The International Monetary Fund (IMF) reiterated that it is working with Pakistani authorities to bring the pending ninth review to conclusion “once the necessary financing is in place and the agreement is finalised”.
“In addition, the IMF supports the authorities in the implementation of policies in the period ahead, including in the technical work to prepare the FY24 budget, which is to be passed by the National Assembly before end-June,” Nathan Porter, the IMF Mission Chief for Pakistan, was quoted as saying in a statement to Business Recorder on Friday.
The development comes as Pakistan remains engaged with the Washington-based lender to resume its bailout programme that has been stalled at the ninth review since November last year.
As part of prior conditions to resume funding, Pakistan was required to undertake a series of steps including new taxation measures, free-floating exchange rate, and hike in energy tariffs.
It was also required to ensure that its balance of payments’ gap was fully financed for the remainder of the IMF programme that ends in June.While Pakistan managed to secure $3 billion in additional funding – including $2 billion from Saudi Arabia and another $1 billion from the UAE – the IMF said after the commitments back then that it was looking forward to obtaining the necessary financing assurances as soon as possible to pave the way for the successful completion of the 9th Extended Fund Facility (EFF) review.

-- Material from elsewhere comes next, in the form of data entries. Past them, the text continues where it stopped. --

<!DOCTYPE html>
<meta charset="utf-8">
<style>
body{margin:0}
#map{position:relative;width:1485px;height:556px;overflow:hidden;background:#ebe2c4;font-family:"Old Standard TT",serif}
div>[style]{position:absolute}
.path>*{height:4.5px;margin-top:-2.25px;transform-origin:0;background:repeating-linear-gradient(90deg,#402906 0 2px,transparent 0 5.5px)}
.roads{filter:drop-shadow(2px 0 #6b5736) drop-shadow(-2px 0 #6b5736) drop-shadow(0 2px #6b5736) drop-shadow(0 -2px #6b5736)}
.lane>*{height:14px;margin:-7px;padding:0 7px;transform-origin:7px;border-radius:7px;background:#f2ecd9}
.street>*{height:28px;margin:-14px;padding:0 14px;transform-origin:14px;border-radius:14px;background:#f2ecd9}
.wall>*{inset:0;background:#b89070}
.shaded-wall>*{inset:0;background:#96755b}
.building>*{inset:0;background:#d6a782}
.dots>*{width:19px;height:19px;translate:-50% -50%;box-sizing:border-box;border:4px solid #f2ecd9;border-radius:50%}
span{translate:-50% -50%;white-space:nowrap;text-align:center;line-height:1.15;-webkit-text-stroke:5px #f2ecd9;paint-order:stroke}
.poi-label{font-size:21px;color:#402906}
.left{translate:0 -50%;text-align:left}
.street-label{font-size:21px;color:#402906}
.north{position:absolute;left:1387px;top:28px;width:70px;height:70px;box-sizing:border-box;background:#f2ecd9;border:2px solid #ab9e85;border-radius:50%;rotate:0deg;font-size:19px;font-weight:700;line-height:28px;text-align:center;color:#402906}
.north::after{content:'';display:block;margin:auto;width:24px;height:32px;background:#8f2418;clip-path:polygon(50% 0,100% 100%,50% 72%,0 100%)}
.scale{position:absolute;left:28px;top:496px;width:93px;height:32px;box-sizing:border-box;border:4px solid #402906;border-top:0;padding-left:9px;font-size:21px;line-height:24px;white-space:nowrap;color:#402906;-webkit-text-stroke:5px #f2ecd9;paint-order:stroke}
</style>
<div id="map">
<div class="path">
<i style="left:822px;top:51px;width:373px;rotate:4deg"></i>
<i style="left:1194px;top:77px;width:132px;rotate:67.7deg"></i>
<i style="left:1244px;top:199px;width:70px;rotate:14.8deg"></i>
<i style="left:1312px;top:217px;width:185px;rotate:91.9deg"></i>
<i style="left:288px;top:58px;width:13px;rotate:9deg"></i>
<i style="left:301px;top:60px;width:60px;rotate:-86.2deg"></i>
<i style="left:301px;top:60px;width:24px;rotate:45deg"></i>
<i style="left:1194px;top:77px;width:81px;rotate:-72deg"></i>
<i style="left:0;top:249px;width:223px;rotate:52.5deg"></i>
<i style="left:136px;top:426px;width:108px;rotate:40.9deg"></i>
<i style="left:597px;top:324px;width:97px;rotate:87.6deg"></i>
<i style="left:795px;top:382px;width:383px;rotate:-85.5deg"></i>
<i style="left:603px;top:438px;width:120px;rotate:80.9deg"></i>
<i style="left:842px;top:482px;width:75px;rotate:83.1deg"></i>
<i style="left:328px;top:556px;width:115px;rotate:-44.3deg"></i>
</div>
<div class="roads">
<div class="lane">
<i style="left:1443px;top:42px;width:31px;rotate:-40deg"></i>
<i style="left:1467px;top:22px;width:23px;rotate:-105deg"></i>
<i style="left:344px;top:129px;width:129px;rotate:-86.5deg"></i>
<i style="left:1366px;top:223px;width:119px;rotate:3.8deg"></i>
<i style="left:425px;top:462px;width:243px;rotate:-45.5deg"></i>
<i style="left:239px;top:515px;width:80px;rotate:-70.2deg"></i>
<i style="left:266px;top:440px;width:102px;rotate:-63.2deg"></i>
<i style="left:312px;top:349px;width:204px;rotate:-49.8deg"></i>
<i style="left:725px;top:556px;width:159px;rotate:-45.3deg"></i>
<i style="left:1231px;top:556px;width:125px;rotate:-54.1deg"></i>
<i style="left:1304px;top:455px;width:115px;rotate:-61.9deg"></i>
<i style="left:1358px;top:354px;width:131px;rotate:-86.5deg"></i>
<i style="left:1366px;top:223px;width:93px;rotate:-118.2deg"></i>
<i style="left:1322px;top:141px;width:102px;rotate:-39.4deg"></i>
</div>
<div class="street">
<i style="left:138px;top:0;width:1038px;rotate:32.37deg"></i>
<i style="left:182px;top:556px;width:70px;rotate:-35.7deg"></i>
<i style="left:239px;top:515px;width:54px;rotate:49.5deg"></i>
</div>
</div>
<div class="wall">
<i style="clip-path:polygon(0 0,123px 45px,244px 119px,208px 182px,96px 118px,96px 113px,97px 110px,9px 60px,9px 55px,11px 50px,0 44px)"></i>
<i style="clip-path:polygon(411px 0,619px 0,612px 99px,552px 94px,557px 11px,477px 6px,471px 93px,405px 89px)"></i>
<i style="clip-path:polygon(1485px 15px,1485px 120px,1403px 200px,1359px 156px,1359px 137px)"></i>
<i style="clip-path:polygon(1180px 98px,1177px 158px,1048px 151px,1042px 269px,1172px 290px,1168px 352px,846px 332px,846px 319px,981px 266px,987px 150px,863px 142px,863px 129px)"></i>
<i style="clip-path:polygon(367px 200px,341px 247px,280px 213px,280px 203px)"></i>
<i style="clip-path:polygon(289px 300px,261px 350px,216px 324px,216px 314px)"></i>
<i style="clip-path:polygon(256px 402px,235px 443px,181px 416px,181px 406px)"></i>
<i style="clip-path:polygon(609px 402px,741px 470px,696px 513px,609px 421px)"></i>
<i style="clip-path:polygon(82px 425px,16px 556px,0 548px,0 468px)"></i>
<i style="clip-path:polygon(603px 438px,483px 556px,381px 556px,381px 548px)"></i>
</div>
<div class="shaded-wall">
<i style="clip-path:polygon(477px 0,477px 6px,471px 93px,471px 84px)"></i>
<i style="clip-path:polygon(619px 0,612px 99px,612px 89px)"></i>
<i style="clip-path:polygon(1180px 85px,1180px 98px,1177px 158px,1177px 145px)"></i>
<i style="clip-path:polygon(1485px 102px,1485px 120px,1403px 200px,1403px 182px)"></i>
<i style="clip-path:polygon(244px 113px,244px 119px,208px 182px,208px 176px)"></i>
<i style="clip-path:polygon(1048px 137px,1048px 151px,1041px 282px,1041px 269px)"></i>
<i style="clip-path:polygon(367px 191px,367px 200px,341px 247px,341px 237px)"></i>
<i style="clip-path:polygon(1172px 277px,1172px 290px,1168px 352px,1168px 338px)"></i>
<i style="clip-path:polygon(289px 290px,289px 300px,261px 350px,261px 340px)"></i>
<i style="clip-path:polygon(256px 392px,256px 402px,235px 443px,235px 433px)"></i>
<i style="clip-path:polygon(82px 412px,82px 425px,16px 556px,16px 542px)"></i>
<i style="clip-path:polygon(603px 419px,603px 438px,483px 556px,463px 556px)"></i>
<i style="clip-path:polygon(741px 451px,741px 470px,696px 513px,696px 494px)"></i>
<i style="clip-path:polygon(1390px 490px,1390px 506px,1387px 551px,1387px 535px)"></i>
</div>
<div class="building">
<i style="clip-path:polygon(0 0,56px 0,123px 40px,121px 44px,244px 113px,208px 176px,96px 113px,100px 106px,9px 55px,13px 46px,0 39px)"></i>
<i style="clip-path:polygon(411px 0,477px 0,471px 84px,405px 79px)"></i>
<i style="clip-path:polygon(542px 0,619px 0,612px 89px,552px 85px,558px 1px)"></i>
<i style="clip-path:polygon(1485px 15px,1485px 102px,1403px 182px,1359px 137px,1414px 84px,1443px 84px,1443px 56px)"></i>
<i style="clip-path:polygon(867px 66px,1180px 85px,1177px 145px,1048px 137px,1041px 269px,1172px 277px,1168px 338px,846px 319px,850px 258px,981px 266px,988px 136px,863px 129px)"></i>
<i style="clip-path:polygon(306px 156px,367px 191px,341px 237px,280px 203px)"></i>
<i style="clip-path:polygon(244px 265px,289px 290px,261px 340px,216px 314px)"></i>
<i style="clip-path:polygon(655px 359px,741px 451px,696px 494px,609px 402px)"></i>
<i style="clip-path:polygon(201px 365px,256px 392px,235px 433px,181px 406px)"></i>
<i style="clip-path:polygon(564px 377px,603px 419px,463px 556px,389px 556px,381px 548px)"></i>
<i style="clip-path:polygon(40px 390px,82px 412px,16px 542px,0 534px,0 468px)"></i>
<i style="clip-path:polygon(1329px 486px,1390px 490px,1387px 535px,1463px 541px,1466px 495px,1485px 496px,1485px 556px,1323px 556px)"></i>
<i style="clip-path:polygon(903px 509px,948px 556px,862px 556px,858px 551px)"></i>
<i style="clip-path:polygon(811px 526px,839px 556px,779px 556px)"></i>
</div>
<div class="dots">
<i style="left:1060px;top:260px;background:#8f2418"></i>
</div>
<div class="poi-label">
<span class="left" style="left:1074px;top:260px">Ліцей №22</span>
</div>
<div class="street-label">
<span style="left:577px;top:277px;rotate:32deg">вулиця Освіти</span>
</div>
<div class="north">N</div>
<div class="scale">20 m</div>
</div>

The statement implied that there was still some way to go before Pakistan’s balance of payments’ gap was fully financed.
Additionally, on Friday, it was reported that Pakistan is required to make debt payments of $3.7 billion in May and June, according to Fitch Ratings, which would cause further pressure on an already depleted level of foreign exchange reserves.
Pakistan’s policymakers have derived some hope from a current account surplus in March, which brings down the gap in financing, but securing fresh funding commitments – even after China’s rollover and another refinanced loan of $1.3 billion – remains the next hurdle.